A Escritura enfatiza abundantemente o perigo das obras da carne. Ela nos alerta que “as obras da carne são conhecidas e são: prostituição, impureza, lascívia… inimizades, porfias, ciúmes, iras, discórdias, dissensões, facções, invejas… e coisas semelhantes a estas” (Gl 5:19-21). Um coração tendente ao pecado nutre comparação e rivalidade, e, pouco a pouco, transforma o bem do próximo em ameaça.
Quando alguém cresce, você se sente diminuído. Quando alguém é honrado, sente-se esquecido. E quase sempre há aqueles que irão comparar você com alguém que tem mais, conquistou mais ou aparenta ser melhor em alguma área da vida. Assim, a alegria do outro se torna a sua amargura, e a tristeza do outro passa a ser o seu alívio secreto.

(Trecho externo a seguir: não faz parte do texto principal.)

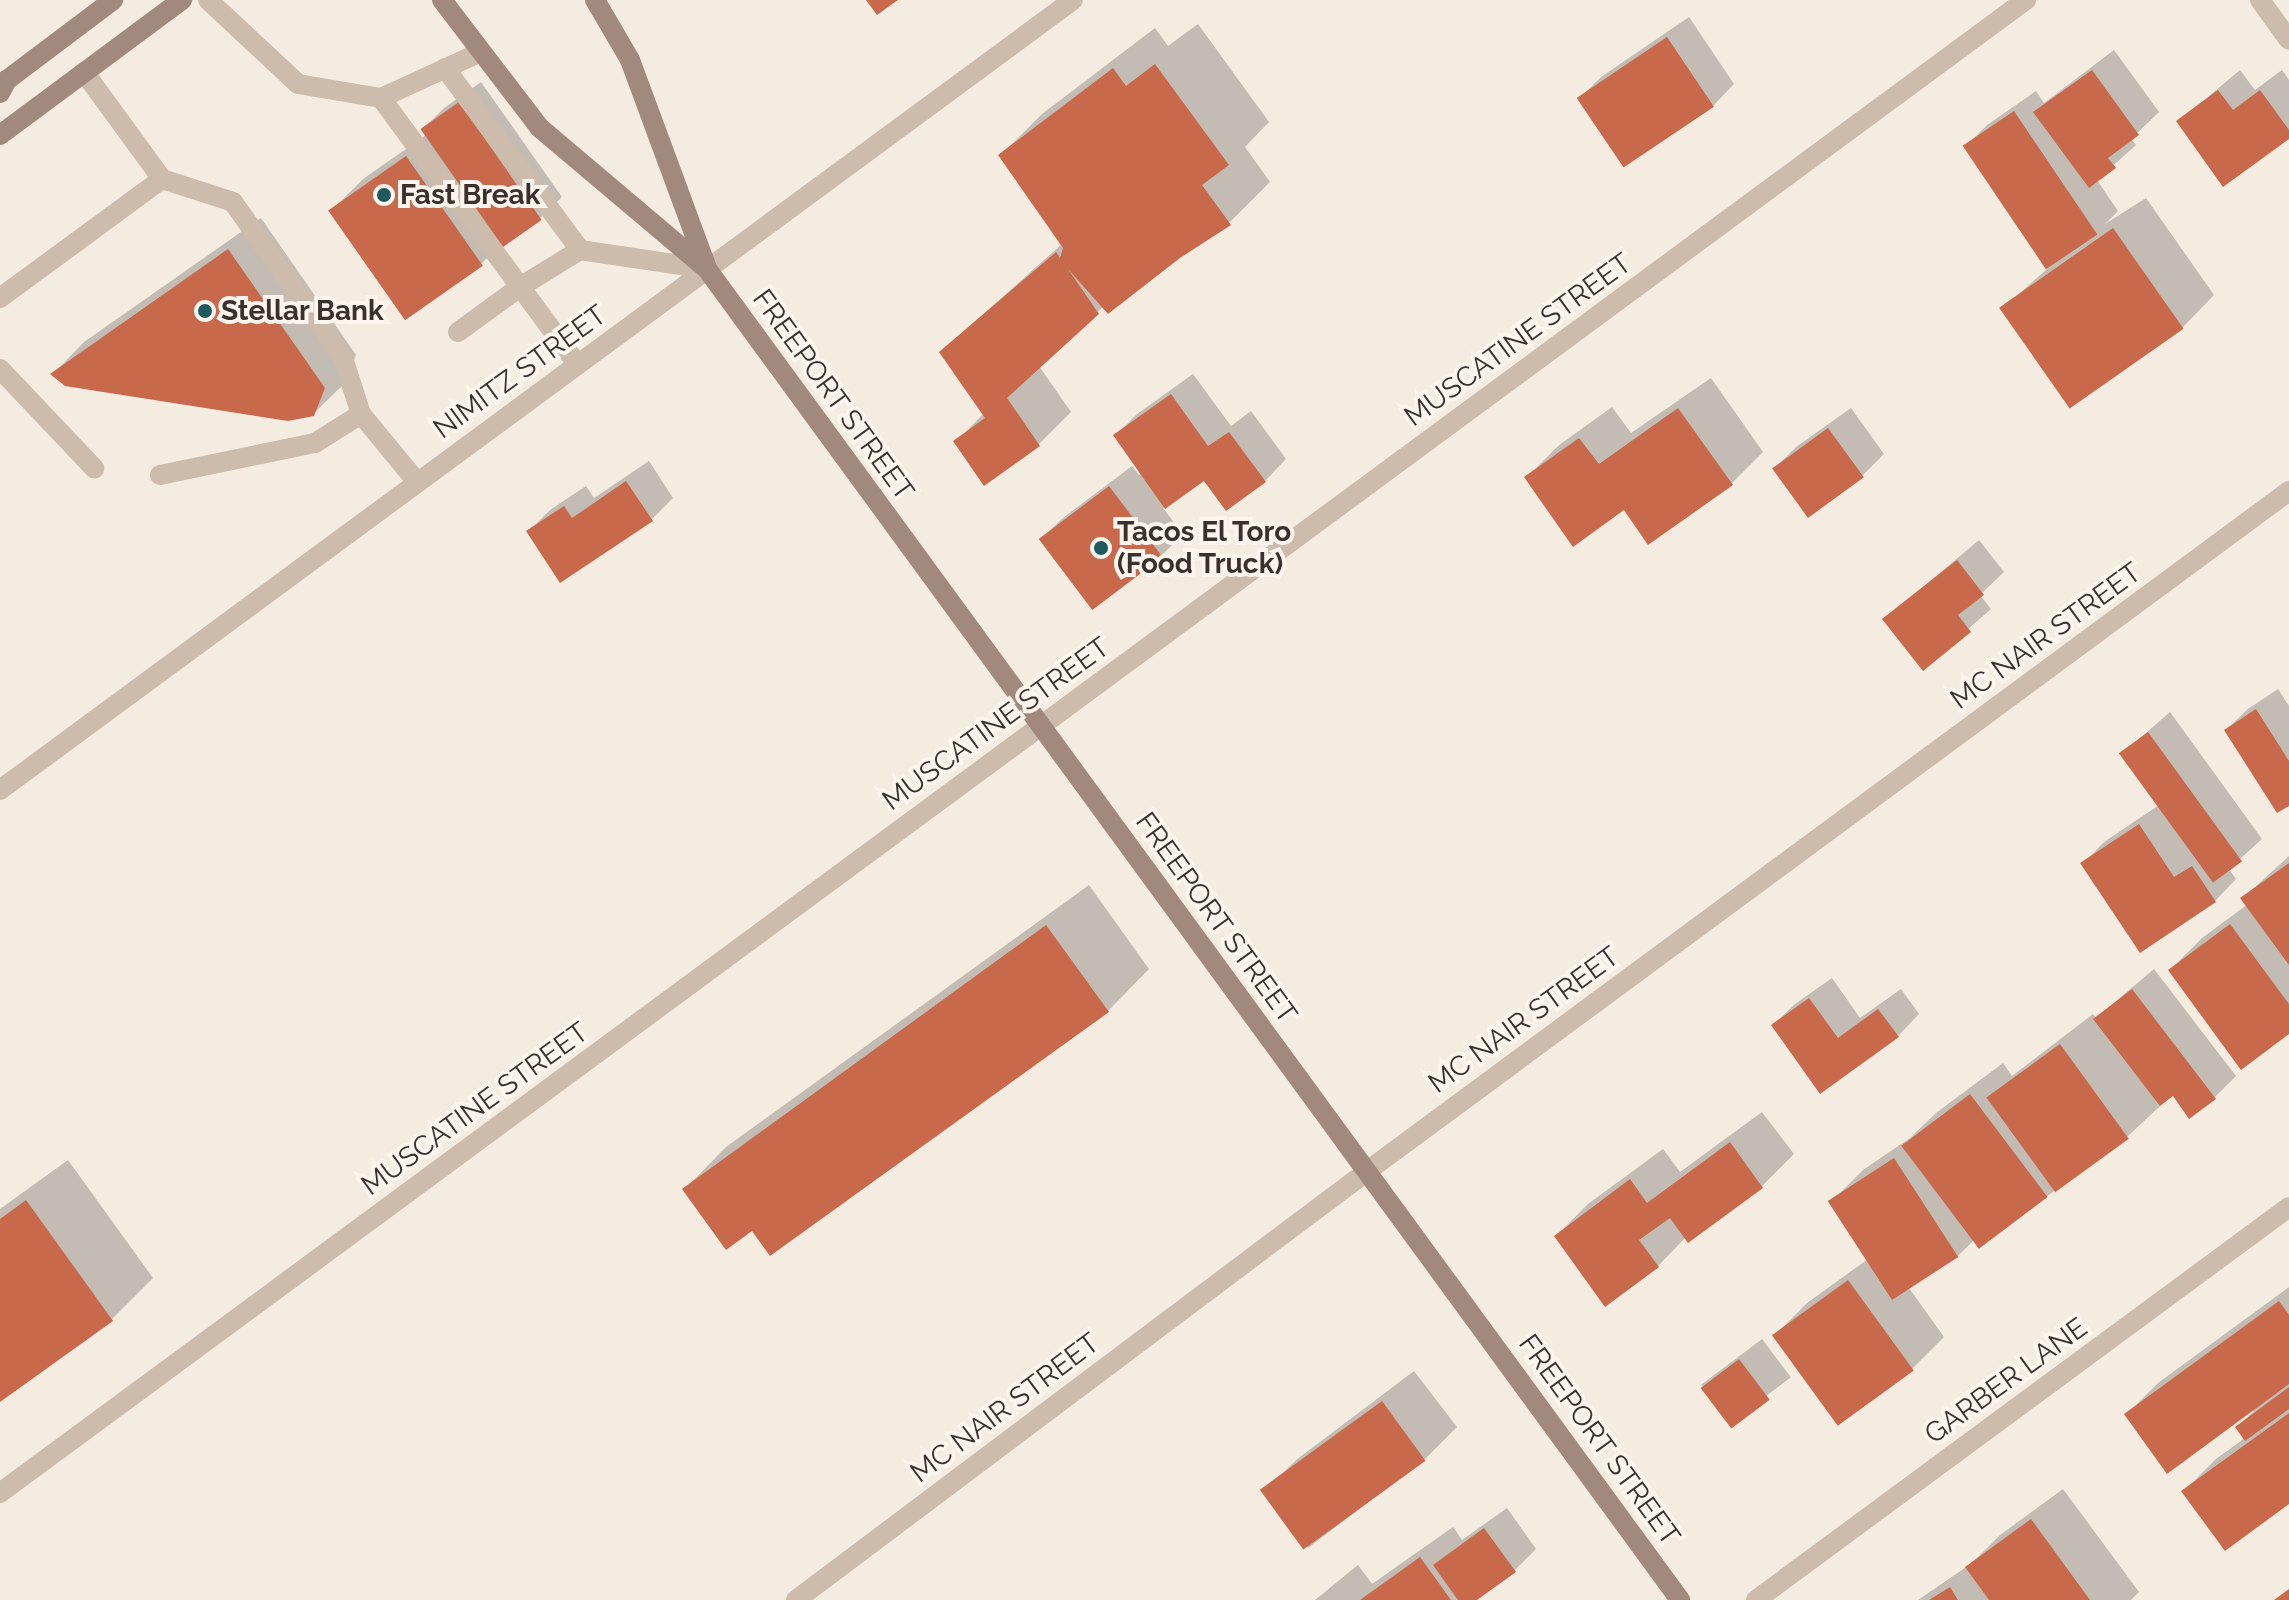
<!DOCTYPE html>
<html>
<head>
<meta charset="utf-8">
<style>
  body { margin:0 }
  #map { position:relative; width:2289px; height:1600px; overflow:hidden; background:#f4ebe1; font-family:Raleway,sans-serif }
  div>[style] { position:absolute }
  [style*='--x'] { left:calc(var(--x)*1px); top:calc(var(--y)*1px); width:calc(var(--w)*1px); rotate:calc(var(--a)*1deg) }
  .shadow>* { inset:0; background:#0003; transform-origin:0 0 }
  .building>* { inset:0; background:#c8694b; transform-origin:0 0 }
  .service>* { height:20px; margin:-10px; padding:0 10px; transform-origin:10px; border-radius:10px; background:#cdbbac }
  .minor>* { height:20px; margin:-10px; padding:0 10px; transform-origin:10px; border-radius:10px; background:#cdbbac }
  .secondary>* { height:20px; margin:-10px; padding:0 10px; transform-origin:10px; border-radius:10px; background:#a18a7d }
  .dots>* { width:22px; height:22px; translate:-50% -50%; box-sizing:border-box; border:4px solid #fbf5ee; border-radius:50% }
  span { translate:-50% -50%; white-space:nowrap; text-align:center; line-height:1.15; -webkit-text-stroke:8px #fbf5ee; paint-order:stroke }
  .poi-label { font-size:28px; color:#3b302b; font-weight:700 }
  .left { translate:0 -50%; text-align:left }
  .street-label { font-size:28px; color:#3b302b }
</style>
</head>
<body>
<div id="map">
  <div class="shadow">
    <i style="clip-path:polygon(1689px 17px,1734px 84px,1713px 106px,1580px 98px,1601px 77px)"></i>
    <i style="clip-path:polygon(1198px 24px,1269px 122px,1245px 147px,1270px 182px,1229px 223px,1104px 306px,1039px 366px,1071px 412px,1039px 444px,985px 483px,956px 442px,984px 413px,941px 352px,1062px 244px,1001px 155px,1042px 114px,1155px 28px,1168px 46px)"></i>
    <i style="clip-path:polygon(2114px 50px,2159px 112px,2131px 139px,2136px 145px,2097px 180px,2118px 211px,2105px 224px,2146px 198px,2214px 295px,2183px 327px,2002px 309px,2048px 268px,1966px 146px,1987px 125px,2036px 91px,2044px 103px)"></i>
    <i style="clip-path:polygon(2240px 70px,2255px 90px,2282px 70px,2289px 80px,2289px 136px,2178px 122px)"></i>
    <i style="clip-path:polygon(481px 82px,562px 197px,540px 218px,502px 243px,481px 264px,331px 211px,363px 179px,426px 135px,423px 129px,444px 108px)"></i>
    <i style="clip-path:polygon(261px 218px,356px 355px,346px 382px,313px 414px,53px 374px,84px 342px)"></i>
    <i style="clip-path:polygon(1193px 374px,1231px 426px,1251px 411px,1286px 459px,1265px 481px,1205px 478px,1163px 508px,1183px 534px,1161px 556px,1041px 539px,1063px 518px,1132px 466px,1139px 475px,1142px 473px,1115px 436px,1137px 414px)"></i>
    <i style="clip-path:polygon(1711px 378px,1763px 452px,1731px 484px,1625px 508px,1526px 478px,1558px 446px,1612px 407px,1631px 433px)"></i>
    <i style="clip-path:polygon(1851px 408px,1884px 454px,1862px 476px,1774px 469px,1796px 447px)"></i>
    <i style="clip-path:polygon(649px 461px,673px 498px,652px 519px,561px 580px,528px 532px,550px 510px,586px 486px,594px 498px)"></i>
    <i style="clip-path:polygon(1979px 540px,2004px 572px,1980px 595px,1991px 609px,1923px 668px,1885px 619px)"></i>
    <i style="clip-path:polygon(2278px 689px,2289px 706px,2289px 803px,2226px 730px,2248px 709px)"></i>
    <i style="clip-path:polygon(2170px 712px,2262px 839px,2229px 869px,2236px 879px,2215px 901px,2083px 864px,2104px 842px,2159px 805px,2122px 754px)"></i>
    <i style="clip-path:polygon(2289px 856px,2289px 1031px,2170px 970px,2202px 938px,2248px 904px,2243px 898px)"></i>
    <i style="clip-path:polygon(1089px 885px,1149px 969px,1108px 1011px,752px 1228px,685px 1189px,726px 1147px)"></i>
    <i style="clip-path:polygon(2154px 969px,2236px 1076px,2214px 1098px,2173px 1094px,2128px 1136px,2046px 1197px,1974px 1240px,1958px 1256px,1909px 1288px,1944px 1337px,1912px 1369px,1775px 1335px,1807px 1303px,1868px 1259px,1831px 1202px,1863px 1170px,1910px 1138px,1936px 1113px,2003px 1063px,2012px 1076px,2093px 1014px,2096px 1018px)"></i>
    <i style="clip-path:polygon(1832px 978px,1860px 1018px,1901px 989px,1919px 1014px,1898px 1036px,1820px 1091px,1773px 1025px,1795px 1004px)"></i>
    <i style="clip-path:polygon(1762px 1112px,1794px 1154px,1762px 1186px,1688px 1240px,1686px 1237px,1658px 1266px,1556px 1236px,1588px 1204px,1663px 1149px,1680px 1172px)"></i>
    <i style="clip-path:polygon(68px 1160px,153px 1278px,112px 1319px,0 1399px,0 1209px)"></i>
    <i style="clip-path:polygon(2289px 1287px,2289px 1502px,2184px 1491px,2216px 1459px,2245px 1438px,2237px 1427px,2254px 1411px,2126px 1415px,2158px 1383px)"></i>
    <i style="left:1762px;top:1339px;width:48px;height:76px;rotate:53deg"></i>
    <i style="clip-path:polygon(1414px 1371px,1457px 1427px,1425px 1459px,1308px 1548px,1264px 1492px,1296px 1460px)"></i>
    <i style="clip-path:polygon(2063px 1489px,2139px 1592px,2131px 1600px,1918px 1600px,1972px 1563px,2000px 1535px)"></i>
    <i style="clip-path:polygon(1507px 1508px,1536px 1549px,1515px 1570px,1473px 1600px,1315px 1600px,1358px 1565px,1372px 1584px,1453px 1527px,1462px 1540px)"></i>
  </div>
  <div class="building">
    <i style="clip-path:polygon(866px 0,898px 0,877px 15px)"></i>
    <i style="left:1667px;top:37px;width:84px;height:109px;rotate:56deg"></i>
    <i style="clip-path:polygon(1155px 64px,1229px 165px,1202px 185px,1231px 225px,1180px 258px,1108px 314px,1068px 269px,1099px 314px,1007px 398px,1040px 446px,984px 486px,953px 441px,985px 418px,939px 352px,1056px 252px,1060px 258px,1063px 248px,998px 155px,1113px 68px,1126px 86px)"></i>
    <i style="clip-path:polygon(2092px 70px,2139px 135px,2108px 158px,2116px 168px,2089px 188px,2033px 112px)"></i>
    <i style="clip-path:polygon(2218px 90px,2233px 110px,2260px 90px,2289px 130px,2289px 139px,2223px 187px,2176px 121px)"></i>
    <i style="left:459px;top:102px;width:144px;height:47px;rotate:55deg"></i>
    <i style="left:2014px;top:111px;width:149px;height:62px;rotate:56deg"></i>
    <i style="left:406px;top:156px;width:134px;height:95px;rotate:55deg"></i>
    <i style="left:2113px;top:228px;width:123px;height:139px;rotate:55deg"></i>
    <i style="clip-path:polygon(228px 249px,325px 388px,314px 416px,288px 421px,65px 386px,50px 374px)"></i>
    <i style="clip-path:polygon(1171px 394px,1208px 446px,1229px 432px,1266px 482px,1226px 511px,1204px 481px,1165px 509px,1113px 435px)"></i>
    <i style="clip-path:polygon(1678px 408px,1733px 485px,1648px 545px,1624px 510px,1573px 547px,1524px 477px,1579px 438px,1599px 464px)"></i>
    <i style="left:1828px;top:428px;width:61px;height:69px;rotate:54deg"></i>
    <i style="clip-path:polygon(626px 481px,653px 521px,560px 583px,526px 531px,564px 506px,572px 518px)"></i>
    <i style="left:1109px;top:486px;width:89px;height:88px;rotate:53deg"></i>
    <i style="clip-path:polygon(1957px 560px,1984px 595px,1958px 615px,1971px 632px,1923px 671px,1882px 619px)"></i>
    <i style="clip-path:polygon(2256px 709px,2289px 761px,2289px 806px,2277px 813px,2224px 730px)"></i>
    <i style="left:2148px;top:732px;width:160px;height:36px;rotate:54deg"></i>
    <i style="clip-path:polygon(2139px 824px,2174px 877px,2192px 866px,2216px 902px,2140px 953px,2080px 863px)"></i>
    <i style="clip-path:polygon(2289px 863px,2289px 965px,2240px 898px)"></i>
    <i style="clip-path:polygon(2230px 924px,2289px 1004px,2289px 1034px,2241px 1070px,2168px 970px)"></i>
    <i style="clip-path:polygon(1046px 925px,1109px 1012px,770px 1256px,752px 1231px,726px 1250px,682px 1189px)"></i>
    <i style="clip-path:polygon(2132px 989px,2216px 1099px,2189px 1119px,2173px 1096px,2160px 1106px,2093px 1019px)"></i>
    <i style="clip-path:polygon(1809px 998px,1838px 1038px,1878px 1009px,1899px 1037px,1820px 1094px,1771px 1025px)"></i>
    <i style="left:2060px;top:1044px;width:117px;height:91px;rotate:54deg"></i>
    <i style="left:1970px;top:1094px;width:129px;height:86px;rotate:53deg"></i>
    <i style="clip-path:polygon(1730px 1142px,1763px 1188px,1688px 1243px,1670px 1218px,1639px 1240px,1659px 1267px,1605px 1307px,1554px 1236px,1630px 1179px,1647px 1203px)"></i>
    <i style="left:1894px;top:1158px;width:118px;height:79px;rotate:57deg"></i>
    <i style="clip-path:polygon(26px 1200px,113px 1321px,0 1402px,0 1219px)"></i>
    <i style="left:1848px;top:1280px;width:112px;height:94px;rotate:54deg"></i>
    <i style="clip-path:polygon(2279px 1301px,2289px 1315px,2289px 1384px,2167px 1474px,2124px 1414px)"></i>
    <i style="left:1739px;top:1359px;width:51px;height:48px;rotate:53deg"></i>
    <i style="clip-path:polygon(2289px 1387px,2289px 1409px,2245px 1441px,2235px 1427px)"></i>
    <i style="left:1382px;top:1401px;width:74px;height:151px;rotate:54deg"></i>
    <i style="clip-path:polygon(2289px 1413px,2289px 1504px,2225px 1551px,2181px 1491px)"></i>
    <i style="clip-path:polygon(2031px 1519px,2090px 1600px,1989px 1600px,1965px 1567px)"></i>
    <i style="clip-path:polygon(1484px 1528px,1516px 1572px,1477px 1600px,1458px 1600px,1433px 1565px)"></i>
    <i style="clip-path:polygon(1420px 1557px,1451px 1600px,1360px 1600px)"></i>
    <i style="clip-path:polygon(1950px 1587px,1958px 1600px,1929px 1600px)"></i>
    <i style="clip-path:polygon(2289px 1589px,2289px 1600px,2274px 1600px)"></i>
  </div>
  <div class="service">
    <i style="--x:208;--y:0;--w:123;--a:43"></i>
    <i style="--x:298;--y:84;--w:84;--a:9.6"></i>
    <i style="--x:381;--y:98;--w:110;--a:-24.7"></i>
    <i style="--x:445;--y:68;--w:227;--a:53.4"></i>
    <i style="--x:84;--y:72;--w:132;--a:53.9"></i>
    <i style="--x:162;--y:179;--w:75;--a:17.9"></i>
    <i style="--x:233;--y:202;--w:191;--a:54.8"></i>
    <i style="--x:343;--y:358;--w:59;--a:72.2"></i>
    <i style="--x:361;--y:414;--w:88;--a:50.5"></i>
    <i style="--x:381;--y:98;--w:330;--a:53.6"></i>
    <i style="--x:0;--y:298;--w:201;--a:-36.3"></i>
    <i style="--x:458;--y:332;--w:77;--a:-36"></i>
    <i style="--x:520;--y:287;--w:70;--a:-31.7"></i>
    <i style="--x:580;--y:250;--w:128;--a:8.5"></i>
    <i style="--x:0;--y:369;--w:137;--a:46.5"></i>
    <i style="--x:160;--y:475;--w:158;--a:-11.7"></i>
    <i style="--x:315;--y:443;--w:54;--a:-32.2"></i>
  </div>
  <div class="minor">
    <i style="--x:2260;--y:0;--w:49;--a:54.1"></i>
    <i style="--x:0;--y:790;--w:1332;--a:-36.36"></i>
    <i style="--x:0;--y:1493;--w:2517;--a:-36.39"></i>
    <i style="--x:796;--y:1600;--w:713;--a:-36.9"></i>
    <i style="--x:1366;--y:1172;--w:1147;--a:-36.42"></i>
    <i style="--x:1756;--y:1600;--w:662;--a:-36.4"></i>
  </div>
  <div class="secondary">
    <i style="--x:442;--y:0;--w:161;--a:52.6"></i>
    <i style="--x:540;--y:128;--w:219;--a:40.2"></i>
    <i style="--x:707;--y:269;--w:1649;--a:53.83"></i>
    <i style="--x:595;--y:0;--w:69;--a:59.7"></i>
    <i style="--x:630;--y:60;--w:219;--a:69.7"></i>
    <i style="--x:0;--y:93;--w:15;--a:-62"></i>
    <i style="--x:7;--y:80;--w:133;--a:-37"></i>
    <i style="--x:0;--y:135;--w:227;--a:-36.6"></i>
  </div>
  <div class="dots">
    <i style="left:384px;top:195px;background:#1f5a5e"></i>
    <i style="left:205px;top:311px;background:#1f5a5e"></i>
    <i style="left:1101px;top:548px;background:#1f5a5e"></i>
  </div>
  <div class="poi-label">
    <span class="left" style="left:400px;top:195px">Fast Break</span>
    <span class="left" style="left:221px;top:311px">Stellar Bank</span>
    <span class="left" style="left:1117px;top:548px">Tacos El Toro<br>(Food Truck)</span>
  </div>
  <div class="street-label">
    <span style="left:1518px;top:340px;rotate:-36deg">MUSCATINE STREET</span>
    <span style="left:520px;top:372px;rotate:-36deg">NIMITZ STREET</span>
    <span style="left:833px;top:395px;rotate:54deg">FREEPORT STREET</span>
    <span style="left:2046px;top:636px;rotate:-36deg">MC NAIR STREET</span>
    <span style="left:996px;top:724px;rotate:-36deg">MUSCATINE STREET</span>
    <span style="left:1216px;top:918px;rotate:54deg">FREEPORT STREET</span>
    <span style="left:1524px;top:1020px;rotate:-36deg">MC NAIR STREET</span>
    <span style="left:475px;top:1109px;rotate:-36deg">MUSCATINE STREET</span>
    <span style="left:2006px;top:1381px;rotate:-36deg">GARBER LANE</span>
    <span style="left:1005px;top:1408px;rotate:-37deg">MC NAIR STREET</span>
    <span style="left:1599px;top:1440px;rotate:54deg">FREEPORT STREET</span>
  </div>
</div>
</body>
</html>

Lembre-se que isso não é apenas falta de sensibilidade; é falta de maturidade cristã.
Por outro lado, o fruto do Espírito luta contra a carne. Paulo diz: “Andai no Espírito e jamais satisfareis à concupiscência da carne. Porque a carne milita contra o Espírito, e o Espírito, contra a carne” (Gl 5:16-17). E o Espírito produz em nós “amor, alegria, paz, longanimidade, benignidade, bondade, fidelidade, mansidão, domínio próprio” (Gl 5:22-23). Onde Cristo governa, o coração é libertado da competição e da comparação, e aprende a celebrar o bem que Deus faz, em sua vida e na vida do outro.
Peça ao Senhor duas coisas no dia de hoje. Primeiro, que a alegria do outro não seja a sua amargura. Alegre-se pelo que o outro conseguiu, conquistou ou recebeu, mesmo que você ainda não tenha visto o mesmo em sua história. Sempre que o Pai manifesta o seu amor, bondade e misericórdia, seja em sua ou outra vida, isso deve despertar em nós gratidão, não apenas pelo que Ele dá, mas por quem Ele é.
Peça também ao Senhor que a tristeza do outro não seja a sua alegria. Ao contrário, que você caminhe com compaixão, oração e serviço, abraçando e chorando com quem chora. Assim, o Evangelho deixará marcas visíveis em seus relacionamentos e a comunhão se tornará mais parecida com Jesus. Oremos!